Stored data
Start of Block

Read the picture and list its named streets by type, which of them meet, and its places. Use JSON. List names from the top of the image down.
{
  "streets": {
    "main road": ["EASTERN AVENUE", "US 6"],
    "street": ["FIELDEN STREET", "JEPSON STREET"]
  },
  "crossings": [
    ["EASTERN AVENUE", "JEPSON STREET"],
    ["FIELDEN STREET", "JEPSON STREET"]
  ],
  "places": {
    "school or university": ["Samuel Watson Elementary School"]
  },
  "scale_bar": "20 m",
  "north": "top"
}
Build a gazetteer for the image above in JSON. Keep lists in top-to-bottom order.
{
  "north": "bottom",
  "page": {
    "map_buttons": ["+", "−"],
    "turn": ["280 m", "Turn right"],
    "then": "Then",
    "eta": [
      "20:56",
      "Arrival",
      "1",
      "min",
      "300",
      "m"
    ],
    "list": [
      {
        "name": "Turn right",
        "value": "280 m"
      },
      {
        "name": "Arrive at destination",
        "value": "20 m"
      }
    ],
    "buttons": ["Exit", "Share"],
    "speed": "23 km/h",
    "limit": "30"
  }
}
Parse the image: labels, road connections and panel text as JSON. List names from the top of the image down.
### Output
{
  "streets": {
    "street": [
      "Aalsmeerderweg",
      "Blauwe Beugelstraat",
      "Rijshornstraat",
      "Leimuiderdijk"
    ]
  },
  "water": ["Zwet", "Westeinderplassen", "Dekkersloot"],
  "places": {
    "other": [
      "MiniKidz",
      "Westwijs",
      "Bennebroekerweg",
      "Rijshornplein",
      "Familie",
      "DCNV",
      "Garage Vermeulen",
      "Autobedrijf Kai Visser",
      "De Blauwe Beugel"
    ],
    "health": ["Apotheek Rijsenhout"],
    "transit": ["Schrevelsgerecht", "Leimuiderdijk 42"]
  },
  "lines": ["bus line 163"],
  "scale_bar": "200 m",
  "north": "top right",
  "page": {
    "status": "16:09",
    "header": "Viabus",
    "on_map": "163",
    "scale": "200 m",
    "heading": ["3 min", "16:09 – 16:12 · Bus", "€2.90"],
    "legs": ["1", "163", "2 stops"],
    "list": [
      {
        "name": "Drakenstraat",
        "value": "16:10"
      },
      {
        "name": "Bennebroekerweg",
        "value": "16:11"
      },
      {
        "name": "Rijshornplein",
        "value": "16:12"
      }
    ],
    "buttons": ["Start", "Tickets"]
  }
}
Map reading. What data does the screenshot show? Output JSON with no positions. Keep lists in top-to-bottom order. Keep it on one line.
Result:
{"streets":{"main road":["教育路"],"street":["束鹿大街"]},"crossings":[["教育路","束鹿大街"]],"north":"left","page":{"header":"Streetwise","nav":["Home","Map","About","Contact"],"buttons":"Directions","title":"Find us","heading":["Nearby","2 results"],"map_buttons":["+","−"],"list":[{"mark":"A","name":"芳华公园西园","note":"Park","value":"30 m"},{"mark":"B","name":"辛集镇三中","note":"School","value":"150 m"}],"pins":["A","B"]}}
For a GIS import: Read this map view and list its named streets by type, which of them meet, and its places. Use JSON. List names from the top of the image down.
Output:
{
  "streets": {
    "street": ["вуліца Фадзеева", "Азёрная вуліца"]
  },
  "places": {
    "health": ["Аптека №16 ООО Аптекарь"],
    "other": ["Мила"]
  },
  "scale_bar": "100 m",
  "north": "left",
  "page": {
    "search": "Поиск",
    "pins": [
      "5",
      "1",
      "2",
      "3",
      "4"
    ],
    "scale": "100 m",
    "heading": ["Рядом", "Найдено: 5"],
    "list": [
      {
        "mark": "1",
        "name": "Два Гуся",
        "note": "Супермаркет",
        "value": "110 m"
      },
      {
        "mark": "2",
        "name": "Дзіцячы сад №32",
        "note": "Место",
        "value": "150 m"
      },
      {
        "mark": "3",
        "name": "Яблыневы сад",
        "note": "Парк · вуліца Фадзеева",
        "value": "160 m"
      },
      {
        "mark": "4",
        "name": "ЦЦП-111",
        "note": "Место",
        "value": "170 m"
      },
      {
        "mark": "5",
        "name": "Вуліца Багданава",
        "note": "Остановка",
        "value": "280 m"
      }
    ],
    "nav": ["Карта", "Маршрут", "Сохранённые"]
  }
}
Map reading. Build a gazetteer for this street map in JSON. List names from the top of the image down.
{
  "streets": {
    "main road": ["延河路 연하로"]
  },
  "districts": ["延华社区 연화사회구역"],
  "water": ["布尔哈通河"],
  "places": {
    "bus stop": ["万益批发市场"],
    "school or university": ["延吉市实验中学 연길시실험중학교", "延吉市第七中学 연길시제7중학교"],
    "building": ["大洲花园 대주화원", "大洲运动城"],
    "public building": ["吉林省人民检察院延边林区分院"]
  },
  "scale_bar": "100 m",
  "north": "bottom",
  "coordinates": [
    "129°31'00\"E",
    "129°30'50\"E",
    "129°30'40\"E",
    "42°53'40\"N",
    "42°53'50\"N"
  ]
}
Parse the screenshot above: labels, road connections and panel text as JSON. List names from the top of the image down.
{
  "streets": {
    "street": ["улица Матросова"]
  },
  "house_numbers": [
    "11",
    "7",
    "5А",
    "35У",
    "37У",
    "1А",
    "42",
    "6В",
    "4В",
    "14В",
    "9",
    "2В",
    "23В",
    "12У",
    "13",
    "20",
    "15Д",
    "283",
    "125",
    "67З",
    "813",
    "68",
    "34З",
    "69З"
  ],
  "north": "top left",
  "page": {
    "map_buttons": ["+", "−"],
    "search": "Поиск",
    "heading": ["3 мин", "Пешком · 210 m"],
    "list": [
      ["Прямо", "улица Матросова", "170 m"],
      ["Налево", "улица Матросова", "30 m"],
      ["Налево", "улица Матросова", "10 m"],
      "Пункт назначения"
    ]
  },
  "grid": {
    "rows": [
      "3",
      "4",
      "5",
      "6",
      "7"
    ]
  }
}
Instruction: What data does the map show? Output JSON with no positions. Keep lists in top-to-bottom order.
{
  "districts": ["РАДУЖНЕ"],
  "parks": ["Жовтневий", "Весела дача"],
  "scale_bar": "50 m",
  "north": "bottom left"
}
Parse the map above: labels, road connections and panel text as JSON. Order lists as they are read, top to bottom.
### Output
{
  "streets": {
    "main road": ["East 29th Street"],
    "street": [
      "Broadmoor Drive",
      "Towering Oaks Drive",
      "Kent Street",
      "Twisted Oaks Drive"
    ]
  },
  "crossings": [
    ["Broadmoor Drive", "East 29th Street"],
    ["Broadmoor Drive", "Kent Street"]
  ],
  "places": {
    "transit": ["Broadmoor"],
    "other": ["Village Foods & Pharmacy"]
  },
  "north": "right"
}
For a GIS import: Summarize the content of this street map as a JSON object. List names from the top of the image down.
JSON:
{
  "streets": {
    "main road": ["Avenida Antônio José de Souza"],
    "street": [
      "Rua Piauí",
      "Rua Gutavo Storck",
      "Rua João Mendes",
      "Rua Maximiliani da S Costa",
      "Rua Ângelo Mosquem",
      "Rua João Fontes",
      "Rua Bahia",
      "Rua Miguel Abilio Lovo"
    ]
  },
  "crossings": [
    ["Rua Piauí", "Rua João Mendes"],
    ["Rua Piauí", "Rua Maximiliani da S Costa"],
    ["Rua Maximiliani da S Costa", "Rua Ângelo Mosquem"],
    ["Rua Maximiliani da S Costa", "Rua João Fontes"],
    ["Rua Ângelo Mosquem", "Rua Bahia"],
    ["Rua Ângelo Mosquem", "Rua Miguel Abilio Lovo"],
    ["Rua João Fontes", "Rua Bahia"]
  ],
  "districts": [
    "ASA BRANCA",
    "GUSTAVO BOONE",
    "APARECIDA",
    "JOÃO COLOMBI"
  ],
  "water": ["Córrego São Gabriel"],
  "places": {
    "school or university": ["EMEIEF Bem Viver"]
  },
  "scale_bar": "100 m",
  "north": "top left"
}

End of Block

ASSIGNMENT:
Which lines should be output? Exactly those from the first line of the data through the line containing "Parse the image: labels, road", inclusive.

ANSWER BOX:
Read the picture and list its named streets by type, which of them meet, and its places. Use JSON. List names from the top of the image down.
{
  "streets": {
    "main road": ["EASTERN AVENUE", "US 6"],
    "street": ["FIELDEN STREET", "JEPSON STREET"]
  },
  "crossings": [
    ["EASTERN AVENUE", "JEPSON STREET"],
    ["FIELDEN STREET", "JEPSON STREET"]
  ],
  "places": {
    "school or university": ["Samuel Watson Elementary School"]
  },
  "scale_bar": "20 m",
  "north": "top"
}
Build a gazetteer for the image above in JSON. Keep lists in top-to-bottom order.
{
  "north": "bottom",
  "page": {
    "map_buttons": ["+", "−"],
    "turn": ["280 m", "Turn right"],
    "then": "Then",
    "eta": [
      "20:56",
      "Arrival",
      "1",
      "min",
      "300",
      "m"
    ],
    "list": [
      {
        "name": "Turn right",
        "value": "280 m"
      },
      {
        "name": "Arrive at destination",
        "value": "20 m"
      }
    ],
    "buttons": ["Exit", "Share"],
    "speed": "23 km/h",
    "limit": "30"
  }
}
Parse the image: labels, road connections and panel text as JSON. List names from the top of the image down.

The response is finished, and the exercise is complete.